Giverny itself is a tiny village, but easily accessed by Vernon, a small town in which you arrive by train from Paris, making it a perfect day trip. It is roughly an hour and a half ride, and then another twenty minutes to Giverny by the navette, which they call the petit train de Givernon…I cringed a little, too. The train ride to Vernon is perfect for a small cat nap — I took one, dozing, and jolting awake every few minutes in fear I had somehow leaned onto my neighbour’s shoulder.
As it’s summer, everything is blooming, and therefore everyone flocks to see the scenes that so inspired Monet. This renders the gardens an interesting juxtaposition of frenetic tranquility, as you smoosh, nearly back-to-back and shoulder-to-shoulder, with fellow visitors, as you try to have a friend snap your photo on one of the Japanese bridges, or admire the extensive, Mauviel-esque, copper pot collection in the kitchen. I recommend going in the middle of the week, in the morning, for the best experience. But despite the chaos, everything was lovely. Fluffy flowers, lush landscapes…never-ending blooms. I observed my first peony in the “wild” and it was a ravishing experience.
After meandering through and picking up a postcard in the (rather large) gift shop, we strolled through the town, perusing antiques, sandwiches in hand. The village is known as the village of flowers (I don’t quite recall the exact phrasing), and it merits the title. Overflowing bushes bloom in abundance, making for a picturesque walk down the lanes.
We finished our visit with a stroll through Vernon and a sit on the Seine before hopping on our train. If you love impressionism, bright colour, and charming villages, this is an excellent day or half day trip.
Visiting Monet’s Garden
Tickets and Hours
Hours: 9h30 – 18h until 1 November
Buying your ticket to the museum in advance is highly preferable. You otherwise risk a long line. My friend waited two hours. I was more fortunate and had mine within half an hour.
Tickets are 13€ and you have access to the beautiful home (with its charmingly pink façade and green shutters) and the extensive gardens and lily pond. You may recognize it from more than a few paintings!

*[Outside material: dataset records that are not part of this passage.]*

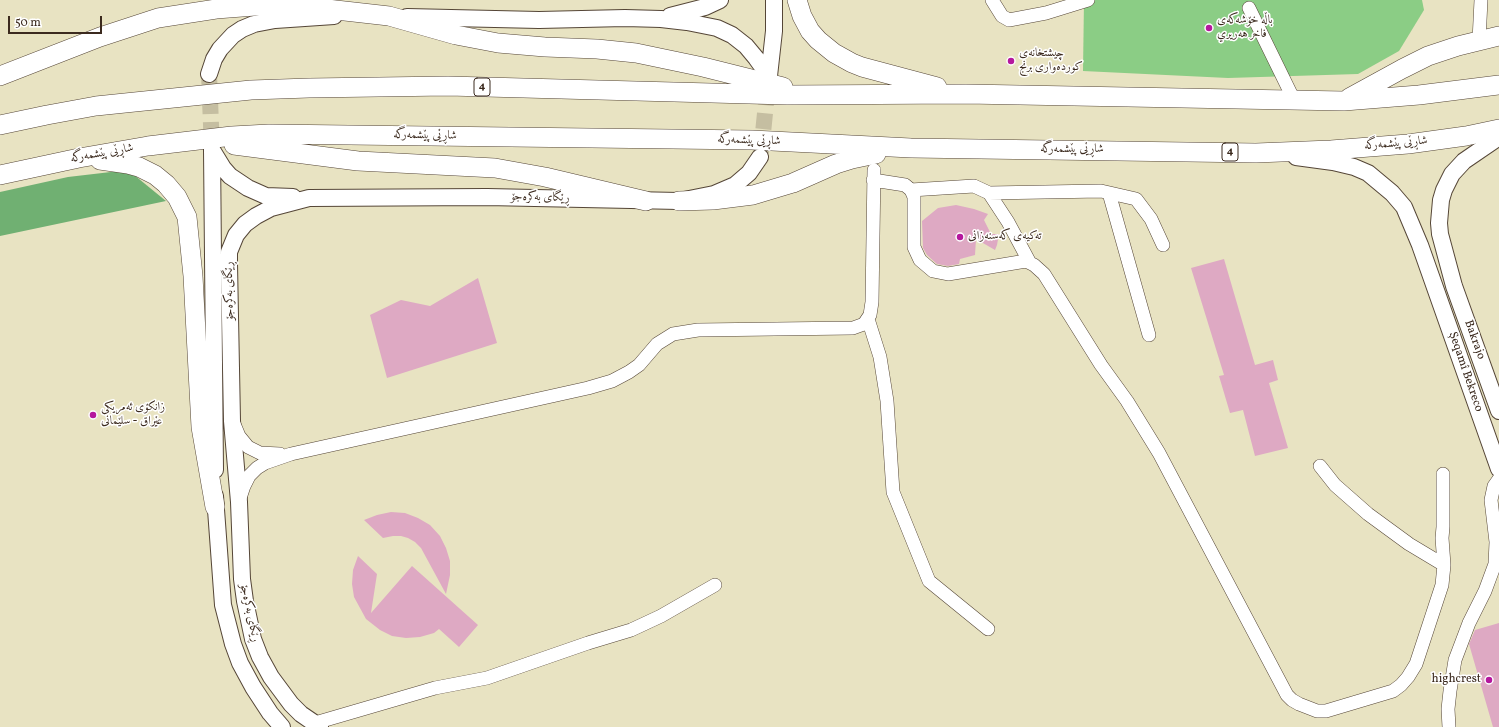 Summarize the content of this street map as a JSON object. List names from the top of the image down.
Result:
{
  "streets": {
    "highway": ["4", "شاڕێی پێشمەرگە"],
    "main road": ["ڕێگای بەکرەجۆ", "Bakrajo", "Şeqamî Bekreco"]
  },
  "crossings": [
    ["شاڕێی پێشمەرگە", "Şeqamî Bekreco"]
  ],
  "places": [
    "باڵە خۆشەکەی فاخر هەريري",
    "چيشتخانەی کوردەواری برنج",
    "تەکیەی کەسنەزانی",
    "زانکۆی ئەمریکی عێراق - سلێمانی",
    "highcrest"
  ],
  "scale_bar": "50 m"
}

How to Get to Monet’s Garden
You can get tickets from Paris to Vernon on SNCF. You can also download the application Oui.SNCF for easy access! You will take a regional train that makes stops along the way. Vernon is not the train’s end destination, so you’ll have to pay attention for your stop!
From the train station, there is a little “navette” — it means something akin to a shuttle, and in true French fashion, it’s a cute little train that takes you from Vernon to Giverny. It’s called “Le Petit Train de Givernon” (alluding to the two villages it connects). Don’t worry about locating it; just follow the other tourists.
There is a small fee of 8€ round trip to take you to and from Giverny. It’s really your only option unless you want to cycle; it’s too far to walk.
After you’re done exploring Monet’s home, I highly recommend walking around Giverny. It’s quaint, walkable, and has restaurants and shops to dip into on a fair-weather day for a real taste of the countryside.